## WHAT YOU WILL DO
In the data below, which lines hold the word "compass"? Copy them.

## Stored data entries
####

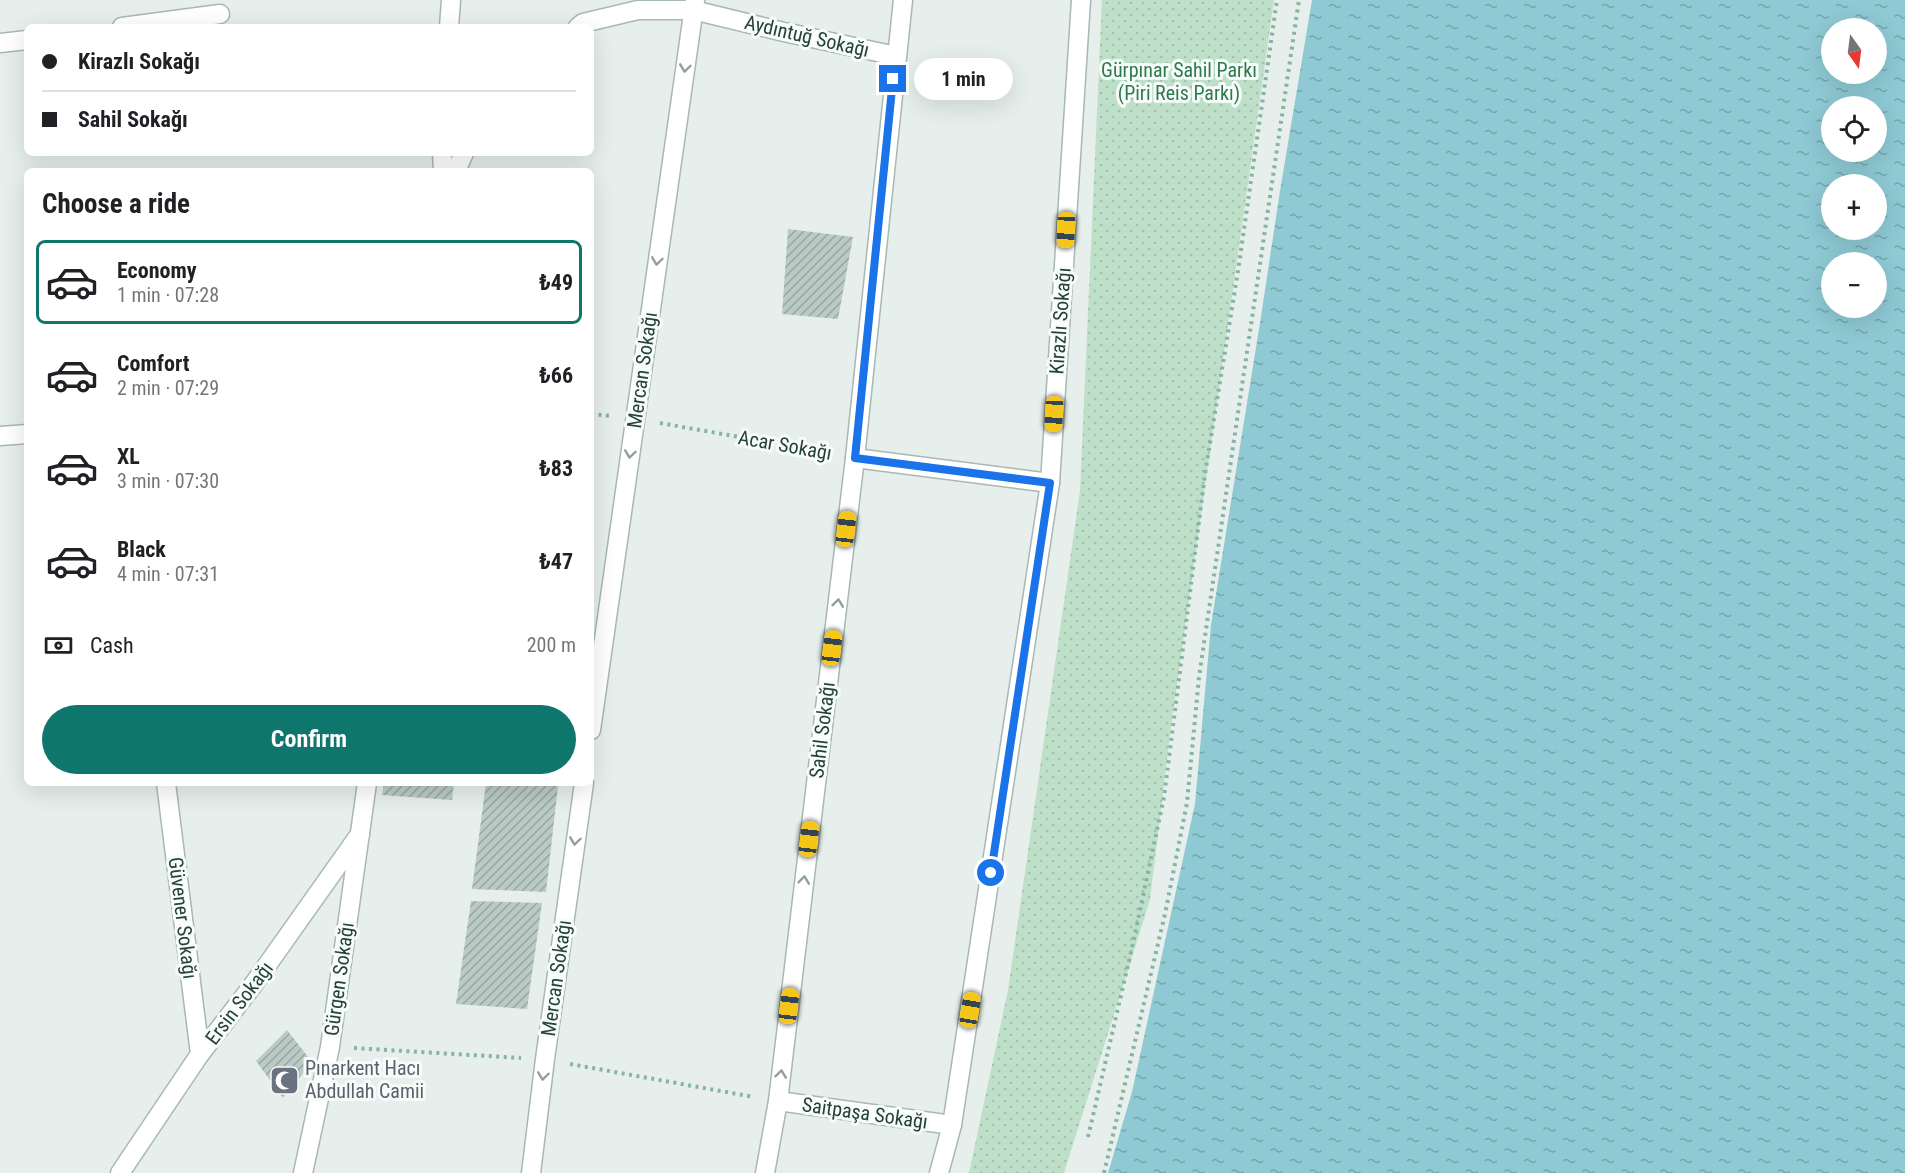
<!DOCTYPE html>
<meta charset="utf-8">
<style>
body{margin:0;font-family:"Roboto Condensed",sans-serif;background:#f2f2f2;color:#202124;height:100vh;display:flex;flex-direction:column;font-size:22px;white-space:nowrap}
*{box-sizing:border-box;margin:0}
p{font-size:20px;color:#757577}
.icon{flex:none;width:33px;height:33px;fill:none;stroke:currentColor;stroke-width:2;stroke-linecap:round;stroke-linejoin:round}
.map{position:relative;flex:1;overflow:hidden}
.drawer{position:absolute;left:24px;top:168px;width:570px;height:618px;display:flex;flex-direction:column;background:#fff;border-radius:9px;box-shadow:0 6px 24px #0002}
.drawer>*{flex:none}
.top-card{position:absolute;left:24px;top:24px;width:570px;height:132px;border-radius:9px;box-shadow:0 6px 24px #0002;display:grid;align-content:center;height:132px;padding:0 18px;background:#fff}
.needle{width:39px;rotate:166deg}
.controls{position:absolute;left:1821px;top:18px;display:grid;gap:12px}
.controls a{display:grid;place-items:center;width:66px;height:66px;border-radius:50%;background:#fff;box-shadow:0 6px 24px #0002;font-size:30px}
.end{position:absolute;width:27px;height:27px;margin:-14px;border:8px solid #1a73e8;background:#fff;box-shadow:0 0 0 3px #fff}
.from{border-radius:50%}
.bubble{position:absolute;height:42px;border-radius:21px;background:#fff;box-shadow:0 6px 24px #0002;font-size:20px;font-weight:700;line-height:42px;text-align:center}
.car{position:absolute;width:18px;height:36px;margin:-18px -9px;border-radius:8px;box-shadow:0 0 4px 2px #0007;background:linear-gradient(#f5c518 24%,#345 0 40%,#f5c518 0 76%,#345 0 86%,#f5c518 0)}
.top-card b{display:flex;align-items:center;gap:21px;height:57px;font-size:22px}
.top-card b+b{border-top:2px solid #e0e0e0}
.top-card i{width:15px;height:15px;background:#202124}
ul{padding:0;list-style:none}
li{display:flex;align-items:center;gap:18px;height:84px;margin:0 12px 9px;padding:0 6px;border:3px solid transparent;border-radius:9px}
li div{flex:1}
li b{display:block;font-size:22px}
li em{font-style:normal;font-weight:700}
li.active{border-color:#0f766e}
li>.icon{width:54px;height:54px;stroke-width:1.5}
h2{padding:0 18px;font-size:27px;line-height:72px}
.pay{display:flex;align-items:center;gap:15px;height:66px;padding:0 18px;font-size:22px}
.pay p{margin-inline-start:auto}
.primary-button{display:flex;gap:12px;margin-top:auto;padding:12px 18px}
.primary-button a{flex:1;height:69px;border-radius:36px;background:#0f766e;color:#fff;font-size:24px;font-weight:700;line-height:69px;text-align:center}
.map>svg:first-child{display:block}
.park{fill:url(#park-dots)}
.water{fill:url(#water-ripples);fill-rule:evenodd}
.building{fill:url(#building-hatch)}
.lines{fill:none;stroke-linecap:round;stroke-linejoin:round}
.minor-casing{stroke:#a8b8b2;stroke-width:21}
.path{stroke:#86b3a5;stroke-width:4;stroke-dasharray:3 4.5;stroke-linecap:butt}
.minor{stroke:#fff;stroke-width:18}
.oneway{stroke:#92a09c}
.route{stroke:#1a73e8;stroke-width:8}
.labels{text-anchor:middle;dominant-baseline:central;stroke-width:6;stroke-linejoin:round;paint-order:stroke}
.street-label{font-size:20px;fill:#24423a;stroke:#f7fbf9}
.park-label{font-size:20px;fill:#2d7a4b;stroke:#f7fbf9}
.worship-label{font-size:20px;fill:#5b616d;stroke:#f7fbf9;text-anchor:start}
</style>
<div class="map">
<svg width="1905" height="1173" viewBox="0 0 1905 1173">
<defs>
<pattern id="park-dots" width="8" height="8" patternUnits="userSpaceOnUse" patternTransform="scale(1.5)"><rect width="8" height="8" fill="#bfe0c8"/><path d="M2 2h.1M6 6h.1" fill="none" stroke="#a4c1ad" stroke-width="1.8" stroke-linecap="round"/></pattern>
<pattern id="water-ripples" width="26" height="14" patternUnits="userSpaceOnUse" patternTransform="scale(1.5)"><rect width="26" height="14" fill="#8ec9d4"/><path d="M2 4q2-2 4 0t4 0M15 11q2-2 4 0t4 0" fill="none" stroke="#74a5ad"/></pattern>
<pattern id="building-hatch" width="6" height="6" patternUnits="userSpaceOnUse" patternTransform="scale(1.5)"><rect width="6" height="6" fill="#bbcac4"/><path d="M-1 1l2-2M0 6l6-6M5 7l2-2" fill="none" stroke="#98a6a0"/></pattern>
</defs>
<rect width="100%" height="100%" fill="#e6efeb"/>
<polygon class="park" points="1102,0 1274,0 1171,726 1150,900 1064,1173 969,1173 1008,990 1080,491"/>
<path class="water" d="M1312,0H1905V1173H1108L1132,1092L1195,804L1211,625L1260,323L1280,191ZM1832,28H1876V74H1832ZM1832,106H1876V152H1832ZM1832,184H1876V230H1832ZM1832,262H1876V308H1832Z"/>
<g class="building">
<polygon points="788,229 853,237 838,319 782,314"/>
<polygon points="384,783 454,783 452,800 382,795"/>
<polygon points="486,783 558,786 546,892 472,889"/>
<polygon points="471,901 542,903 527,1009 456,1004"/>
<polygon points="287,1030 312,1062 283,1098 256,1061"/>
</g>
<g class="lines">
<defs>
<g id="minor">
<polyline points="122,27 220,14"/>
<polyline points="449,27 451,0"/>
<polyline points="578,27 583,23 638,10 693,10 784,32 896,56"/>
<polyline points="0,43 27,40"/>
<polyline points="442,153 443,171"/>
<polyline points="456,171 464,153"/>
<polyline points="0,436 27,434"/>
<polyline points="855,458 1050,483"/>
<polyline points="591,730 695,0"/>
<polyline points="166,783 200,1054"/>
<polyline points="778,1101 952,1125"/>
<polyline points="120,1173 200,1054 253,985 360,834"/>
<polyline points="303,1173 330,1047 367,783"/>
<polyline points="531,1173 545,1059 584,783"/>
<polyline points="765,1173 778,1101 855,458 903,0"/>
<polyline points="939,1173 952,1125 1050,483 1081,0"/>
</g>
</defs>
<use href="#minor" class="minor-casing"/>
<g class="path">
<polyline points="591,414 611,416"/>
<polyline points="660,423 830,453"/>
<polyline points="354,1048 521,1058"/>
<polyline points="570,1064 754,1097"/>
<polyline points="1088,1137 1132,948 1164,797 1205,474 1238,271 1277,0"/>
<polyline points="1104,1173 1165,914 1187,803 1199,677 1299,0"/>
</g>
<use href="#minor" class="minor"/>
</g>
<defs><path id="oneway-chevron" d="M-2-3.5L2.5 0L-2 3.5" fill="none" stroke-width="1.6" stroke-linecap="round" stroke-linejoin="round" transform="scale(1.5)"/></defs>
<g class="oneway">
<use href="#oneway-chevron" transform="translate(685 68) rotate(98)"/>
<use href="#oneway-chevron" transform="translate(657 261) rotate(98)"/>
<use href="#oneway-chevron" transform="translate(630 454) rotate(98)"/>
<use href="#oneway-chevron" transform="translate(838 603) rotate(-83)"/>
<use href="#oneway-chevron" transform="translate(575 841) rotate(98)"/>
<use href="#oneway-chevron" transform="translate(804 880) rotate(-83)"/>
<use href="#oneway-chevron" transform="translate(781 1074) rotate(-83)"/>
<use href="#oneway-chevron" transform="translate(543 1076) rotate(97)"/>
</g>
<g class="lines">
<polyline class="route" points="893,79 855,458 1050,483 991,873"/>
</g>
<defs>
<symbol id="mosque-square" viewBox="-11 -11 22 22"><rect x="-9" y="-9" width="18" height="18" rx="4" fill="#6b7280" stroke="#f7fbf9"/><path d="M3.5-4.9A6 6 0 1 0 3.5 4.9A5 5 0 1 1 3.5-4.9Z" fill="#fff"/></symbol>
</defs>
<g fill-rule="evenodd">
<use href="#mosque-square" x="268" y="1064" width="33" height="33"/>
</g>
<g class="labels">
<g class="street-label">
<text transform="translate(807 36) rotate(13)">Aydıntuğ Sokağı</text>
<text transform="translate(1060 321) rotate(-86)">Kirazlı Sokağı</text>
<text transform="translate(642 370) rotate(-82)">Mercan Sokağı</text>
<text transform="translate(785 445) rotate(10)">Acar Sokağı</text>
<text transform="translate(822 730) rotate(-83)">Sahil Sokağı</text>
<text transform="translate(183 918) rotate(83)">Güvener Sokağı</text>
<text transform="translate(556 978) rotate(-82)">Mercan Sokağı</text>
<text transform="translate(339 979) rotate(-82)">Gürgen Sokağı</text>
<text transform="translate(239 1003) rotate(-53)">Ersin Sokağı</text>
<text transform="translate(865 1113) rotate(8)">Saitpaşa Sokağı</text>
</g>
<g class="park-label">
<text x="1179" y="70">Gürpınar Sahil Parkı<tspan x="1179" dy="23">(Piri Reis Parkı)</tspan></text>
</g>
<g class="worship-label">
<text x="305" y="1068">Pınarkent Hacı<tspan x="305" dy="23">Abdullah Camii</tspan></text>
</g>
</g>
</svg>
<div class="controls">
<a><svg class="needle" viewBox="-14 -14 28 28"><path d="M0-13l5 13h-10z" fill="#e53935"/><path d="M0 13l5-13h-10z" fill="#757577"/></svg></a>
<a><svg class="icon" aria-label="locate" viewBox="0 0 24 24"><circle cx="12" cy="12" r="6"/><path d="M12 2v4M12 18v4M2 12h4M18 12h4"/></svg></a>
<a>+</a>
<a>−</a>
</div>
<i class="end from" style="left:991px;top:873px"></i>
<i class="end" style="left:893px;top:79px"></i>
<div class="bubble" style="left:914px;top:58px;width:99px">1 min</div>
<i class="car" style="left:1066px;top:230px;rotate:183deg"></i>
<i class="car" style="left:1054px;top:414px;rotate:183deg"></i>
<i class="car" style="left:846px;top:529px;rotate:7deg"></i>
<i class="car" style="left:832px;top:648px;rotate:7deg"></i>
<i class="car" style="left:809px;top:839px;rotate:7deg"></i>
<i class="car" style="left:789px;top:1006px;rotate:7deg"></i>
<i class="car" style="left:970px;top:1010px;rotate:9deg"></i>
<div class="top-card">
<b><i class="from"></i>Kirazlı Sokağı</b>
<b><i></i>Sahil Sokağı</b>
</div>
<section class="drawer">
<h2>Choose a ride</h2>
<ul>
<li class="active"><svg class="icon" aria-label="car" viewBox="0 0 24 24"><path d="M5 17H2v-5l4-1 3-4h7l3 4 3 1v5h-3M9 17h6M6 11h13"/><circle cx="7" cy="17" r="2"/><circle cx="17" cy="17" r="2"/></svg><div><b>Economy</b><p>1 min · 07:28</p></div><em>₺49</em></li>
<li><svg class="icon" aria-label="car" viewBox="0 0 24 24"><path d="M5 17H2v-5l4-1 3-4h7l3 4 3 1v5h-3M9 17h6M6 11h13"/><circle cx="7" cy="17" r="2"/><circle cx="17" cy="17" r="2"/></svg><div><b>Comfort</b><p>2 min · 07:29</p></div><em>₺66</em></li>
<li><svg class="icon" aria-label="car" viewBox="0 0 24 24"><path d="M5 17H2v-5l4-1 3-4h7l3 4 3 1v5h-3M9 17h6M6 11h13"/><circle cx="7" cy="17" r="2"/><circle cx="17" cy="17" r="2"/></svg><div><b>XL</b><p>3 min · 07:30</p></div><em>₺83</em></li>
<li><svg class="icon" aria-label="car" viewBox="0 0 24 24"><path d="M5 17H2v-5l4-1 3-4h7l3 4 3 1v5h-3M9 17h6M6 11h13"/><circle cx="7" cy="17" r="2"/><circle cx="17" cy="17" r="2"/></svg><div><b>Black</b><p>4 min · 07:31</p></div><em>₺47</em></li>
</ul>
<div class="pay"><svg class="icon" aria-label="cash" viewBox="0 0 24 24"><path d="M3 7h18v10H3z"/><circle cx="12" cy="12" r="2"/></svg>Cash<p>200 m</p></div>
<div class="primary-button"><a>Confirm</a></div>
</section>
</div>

####

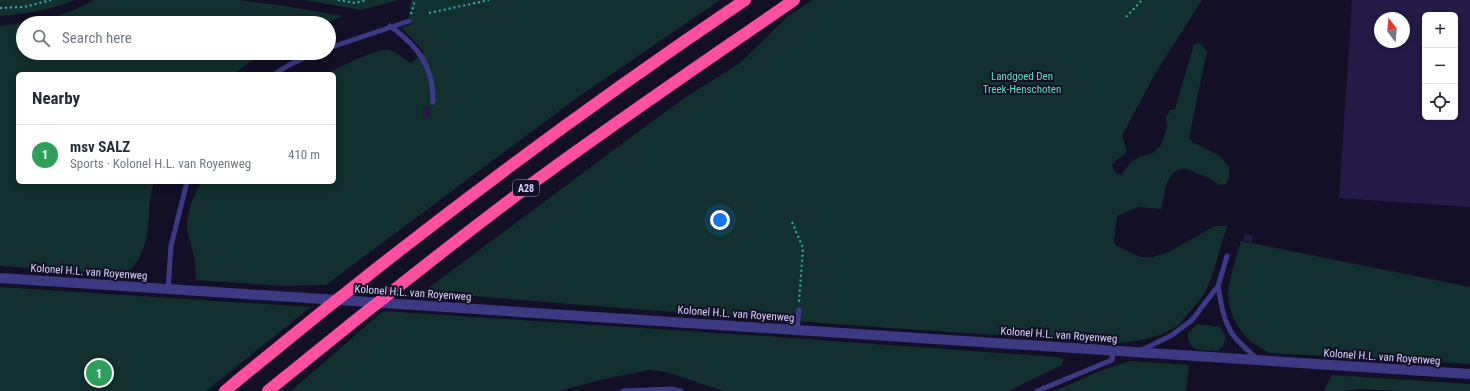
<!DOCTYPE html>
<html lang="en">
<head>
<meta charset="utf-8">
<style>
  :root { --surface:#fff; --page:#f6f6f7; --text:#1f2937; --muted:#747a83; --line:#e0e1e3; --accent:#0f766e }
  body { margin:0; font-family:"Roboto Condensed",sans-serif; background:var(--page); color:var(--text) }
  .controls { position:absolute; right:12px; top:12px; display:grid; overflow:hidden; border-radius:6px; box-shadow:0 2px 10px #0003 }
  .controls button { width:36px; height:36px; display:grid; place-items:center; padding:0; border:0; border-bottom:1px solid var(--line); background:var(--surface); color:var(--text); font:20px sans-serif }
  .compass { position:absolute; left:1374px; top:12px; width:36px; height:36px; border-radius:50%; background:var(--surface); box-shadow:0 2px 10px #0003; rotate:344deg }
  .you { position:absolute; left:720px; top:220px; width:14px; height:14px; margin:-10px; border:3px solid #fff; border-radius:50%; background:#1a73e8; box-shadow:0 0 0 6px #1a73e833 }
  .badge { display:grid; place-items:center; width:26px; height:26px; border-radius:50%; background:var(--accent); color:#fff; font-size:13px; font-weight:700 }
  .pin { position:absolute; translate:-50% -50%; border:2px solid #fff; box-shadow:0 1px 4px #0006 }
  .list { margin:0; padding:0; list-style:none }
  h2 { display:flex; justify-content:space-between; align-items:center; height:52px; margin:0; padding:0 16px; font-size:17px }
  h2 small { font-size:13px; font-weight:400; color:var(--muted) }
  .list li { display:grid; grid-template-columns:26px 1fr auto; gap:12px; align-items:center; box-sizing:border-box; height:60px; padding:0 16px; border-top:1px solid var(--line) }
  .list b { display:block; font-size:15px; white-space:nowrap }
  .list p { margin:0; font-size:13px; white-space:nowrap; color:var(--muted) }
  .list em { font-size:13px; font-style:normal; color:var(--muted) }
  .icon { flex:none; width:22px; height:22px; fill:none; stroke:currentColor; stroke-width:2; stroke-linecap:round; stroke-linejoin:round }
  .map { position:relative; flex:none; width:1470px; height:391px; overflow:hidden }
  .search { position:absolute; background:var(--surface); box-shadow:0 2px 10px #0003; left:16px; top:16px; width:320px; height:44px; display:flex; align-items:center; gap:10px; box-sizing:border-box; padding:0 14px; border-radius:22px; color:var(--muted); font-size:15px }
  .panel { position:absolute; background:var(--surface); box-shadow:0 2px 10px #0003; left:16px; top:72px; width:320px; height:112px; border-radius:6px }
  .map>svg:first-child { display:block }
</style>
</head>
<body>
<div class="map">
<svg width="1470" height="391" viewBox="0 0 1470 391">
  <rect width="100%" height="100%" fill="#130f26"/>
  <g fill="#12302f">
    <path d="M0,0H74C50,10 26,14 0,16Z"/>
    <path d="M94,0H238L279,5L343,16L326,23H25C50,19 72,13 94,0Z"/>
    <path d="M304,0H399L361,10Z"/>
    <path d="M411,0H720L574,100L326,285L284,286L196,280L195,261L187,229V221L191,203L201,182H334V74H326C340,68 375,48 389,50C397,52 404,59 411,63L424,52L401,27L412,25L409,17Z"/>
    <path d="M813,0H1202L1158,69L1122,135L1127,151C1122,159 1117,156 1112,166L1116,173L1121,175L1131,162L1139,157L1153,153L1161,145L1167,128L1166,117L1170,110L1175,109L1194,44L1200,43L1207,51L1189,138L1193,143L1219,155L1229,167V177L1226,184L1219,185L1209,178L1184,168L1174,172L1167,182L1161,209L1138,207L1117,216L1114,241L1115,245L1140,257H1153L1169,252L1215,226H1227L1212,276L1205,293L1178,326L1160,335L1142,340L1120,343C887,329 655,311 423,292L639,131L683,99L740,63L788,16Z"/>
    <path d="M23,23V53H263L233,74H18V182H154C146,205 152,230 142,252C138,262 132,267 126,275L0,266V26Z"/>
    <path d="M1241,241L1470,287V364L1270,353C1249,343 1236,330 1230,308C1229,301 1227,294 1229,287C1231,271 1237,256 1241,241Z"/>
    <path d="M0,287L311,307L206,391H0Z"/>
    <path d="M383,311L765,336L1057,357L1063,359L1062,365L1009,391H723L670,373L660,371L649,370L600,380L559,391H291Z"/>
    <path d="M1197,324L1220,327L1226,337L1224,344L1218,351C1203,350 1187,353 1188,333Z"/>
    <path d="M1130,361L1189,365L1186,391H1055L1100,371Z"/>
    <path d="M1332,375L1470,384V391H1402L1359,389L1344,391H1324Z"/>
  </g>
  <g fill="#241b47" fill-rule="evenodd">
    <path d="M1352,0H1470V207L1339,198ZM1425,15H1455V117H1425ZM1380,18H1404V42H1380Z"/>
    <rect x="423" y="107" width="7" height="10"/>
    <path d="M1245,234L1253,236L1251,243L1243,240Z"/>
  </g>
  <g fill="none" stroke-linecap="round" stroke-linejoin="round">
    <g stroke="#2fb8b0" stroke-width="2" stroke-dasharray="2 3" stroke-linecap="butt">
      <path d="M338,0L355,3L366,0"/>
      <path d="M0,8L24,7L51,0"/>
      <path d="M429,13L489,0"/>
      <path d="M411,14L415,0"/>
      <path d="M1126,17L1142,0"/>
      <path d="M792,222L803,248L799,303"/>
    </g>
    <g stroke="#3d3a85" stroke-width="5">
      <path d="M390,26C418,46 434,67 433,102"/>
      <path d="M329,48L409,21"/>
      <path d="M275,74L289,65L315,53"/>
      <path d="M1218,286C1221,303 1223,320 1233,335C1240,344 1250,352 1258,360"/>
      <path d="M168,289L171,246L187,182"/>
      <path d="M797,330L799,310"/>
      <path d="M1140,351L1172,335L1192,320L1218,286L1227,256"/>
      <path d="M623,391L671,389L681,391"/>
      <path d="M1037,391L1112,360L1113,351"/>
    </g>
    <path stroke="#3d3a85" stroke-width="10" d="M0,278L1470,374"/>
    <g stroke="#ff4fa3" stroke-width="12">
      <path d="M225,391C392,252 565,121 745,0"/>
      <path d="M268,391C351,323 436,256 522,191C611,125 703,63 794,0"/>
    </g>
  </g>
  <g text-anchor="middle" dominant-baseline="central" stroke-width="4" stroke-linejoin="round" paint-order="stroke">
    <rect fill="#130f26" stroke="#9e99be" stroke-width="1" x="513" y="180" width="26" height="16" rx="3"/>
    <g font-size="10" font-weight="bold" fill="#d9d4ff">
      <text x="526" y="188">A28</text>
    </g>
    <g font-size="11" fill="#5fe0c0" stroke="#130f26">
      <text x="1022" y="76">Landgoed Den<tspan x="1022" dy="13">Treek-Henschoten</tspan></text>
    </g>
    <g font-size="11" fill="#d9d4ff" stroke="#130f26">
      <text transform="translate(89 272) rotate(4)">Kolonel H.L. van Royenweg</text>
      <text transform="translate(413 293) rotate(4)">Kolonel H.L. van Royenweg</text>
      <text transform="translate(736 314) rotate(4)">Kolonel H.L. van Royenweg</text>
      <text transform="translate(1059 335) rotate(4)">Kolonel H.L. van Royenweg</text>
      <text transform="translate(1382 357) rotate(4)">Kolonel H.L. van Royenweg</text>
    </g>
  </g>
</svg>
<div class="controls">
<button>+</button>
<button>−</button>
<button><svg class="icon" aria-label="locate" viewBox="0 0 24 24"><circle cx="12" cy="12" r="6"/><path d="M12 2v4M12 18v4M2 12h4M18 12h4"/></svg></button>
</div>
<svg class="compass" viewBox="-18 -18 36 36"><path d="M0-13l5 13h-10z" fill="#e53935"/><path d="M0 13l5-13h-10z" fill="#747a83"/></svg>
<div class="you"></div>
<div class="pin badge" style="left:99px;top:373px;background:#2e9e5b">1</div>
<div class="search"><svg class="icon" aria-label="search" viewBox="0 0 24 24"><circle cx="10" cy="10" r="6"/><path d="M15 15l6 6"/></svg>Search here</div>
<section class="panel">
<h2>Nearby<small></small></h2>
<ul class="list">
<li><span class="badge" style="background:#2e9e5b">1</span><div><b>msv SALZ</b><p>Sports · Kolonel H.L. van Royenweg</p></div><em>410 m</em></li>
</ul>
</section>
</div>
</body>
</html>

####

## RESULT OF THE EXERCISE
  .compass { position:absolute; left:1374px; top:12px; width:36px; height:36px; border-radius:50%; background:var(--surface); box-shadow:0 2px 10px #0003; rotate:344deg }
<svg class="compass" viewBox="-18 -18 36 36"><path d="M0-13l5 13h-10z" fill="#e53935"/><path d="M0 13l5-13h-10z" fill="#747a83"/></svg>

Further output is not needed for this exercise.